Other studies that have used classification techniques such as neural networks or support vector machines have shown similar promise in other areas of biology. For example, hidden Markov models have been used to classify bird song elements from zebra finches and indigo buntings [
31]. The task of bird song classification has similar complexity to bat call classification in that it requires a complex classifier to discriminate small differences between classes. The Markov model was able to classify more than 90% of syllables from both bird species correctly, and in many cases, correct classification exceeded 95%.
While the results from this study show promise for automated classification of bat calls, there are several caveats associated with this system. The calls in this study were all high quality recordings with relatively low amounts of background noise. In practice, field recording often produces many lower quality recordings that would confound the automated parameter extraction of this study and yield poor results. However, experienced researchers are unable to classify such poor quality recordings any better than automated algorithms [
9]. This system is also biased towards high intensity calls, which are more likely to be recorded with higher quality than low intensity calls. Relatively quiet calls are also often recorded with underestimated bandwidth [
23]. The difference in call intensity can be substantial;
P. auritus produces echolocation calls as quiet as 76 dB peSPL at 10 cm [
32], whereas
Eptesicus bottae can produce calls with an intensity of 133 dB peSPL at 10 cm [
33]. This highlights the system’s reliance on high quality recordings to accurately identify bat species.

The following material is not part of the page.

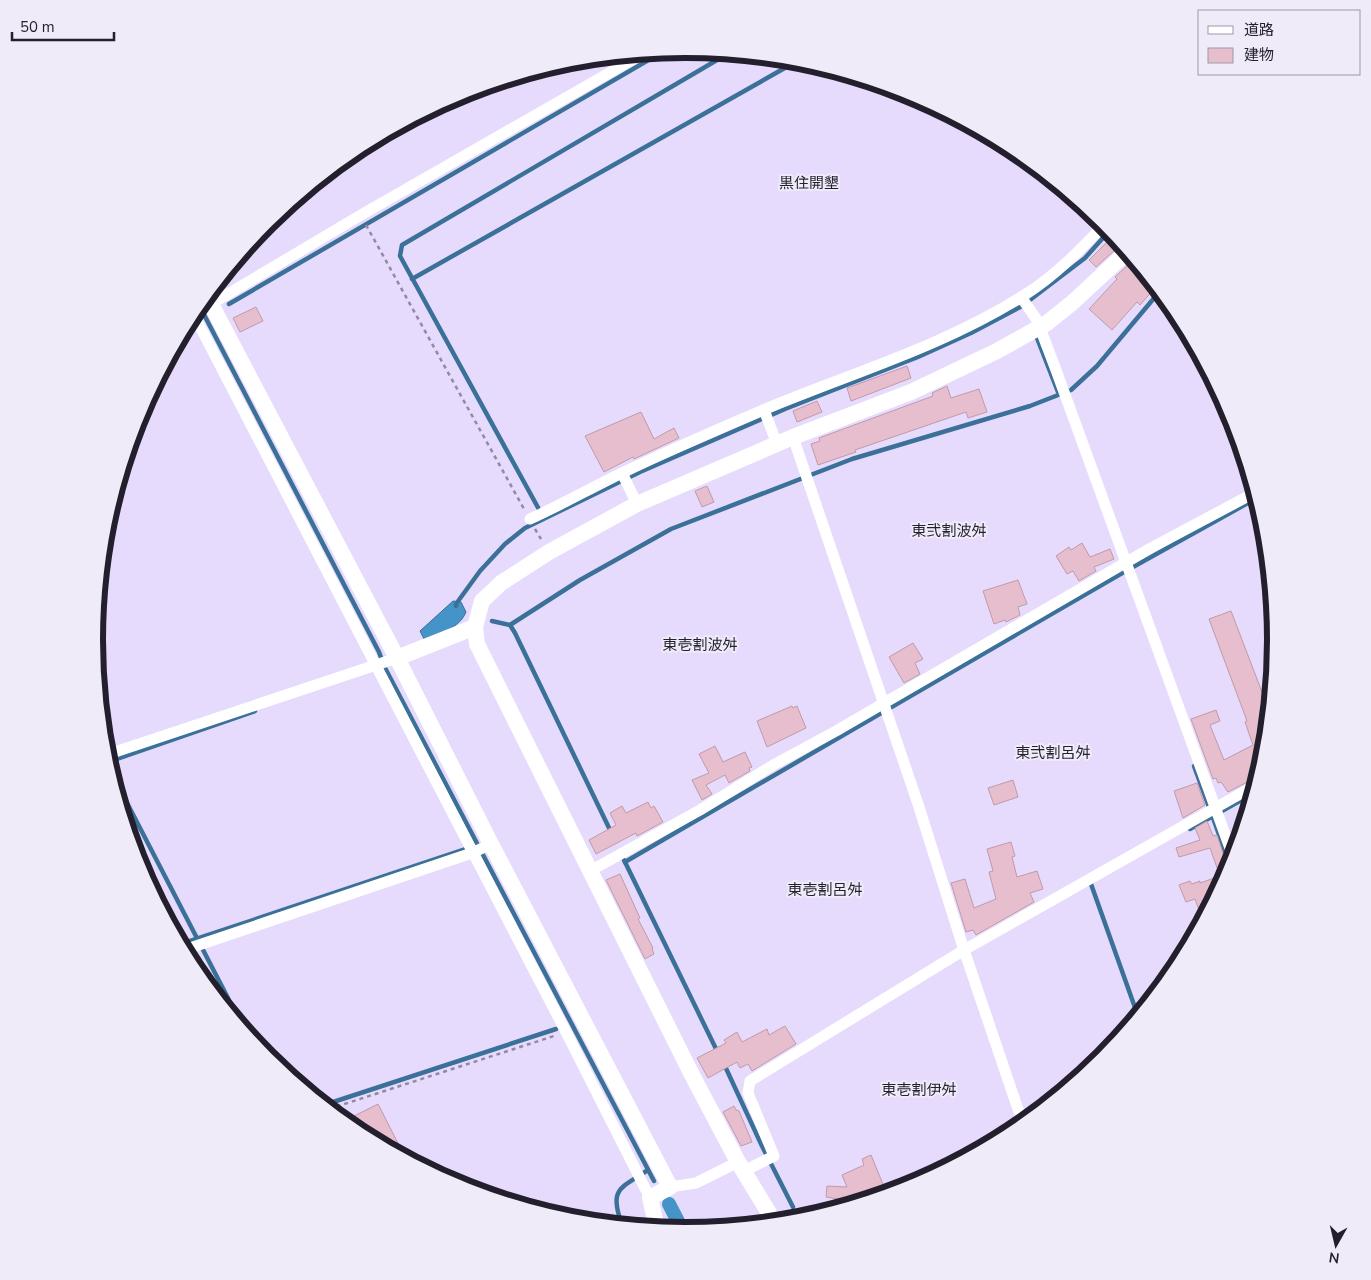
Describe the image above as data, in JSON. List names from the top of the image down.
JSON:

Systems have been developed that can better isolate calls from high-noise recordings [
15]. However, information lost from calls due to atmospheric attenuation will remain lost to the researcher no matter what the recording equipment or field conditions. The system used in this study has only been applied to calls from the United Kingdom to date, and other species assemblages may present calls that are inseparable by this system due to similarity. Furthermore, the number of species in this study is relatively low and adding more species would significantly increase the complexity of the classification, and therefore impact the classification rates.
The adoption of a quantitative approach to the identification of echolocation calls offers consistent and repeatable classification of unknown calls. In general, the ENN classifier approach provides a method to classify calls from a dataset that can encompass the strengths of a wide range of different classifiers, that is overall more robust to noise, and yielding more accurate classification. Classification rates of machine learning techniques should be quoted as the minimum classification rate (i.e. species with the lowest correct identification rate), since this is the most important value for researchers wishing to use an automated classifier.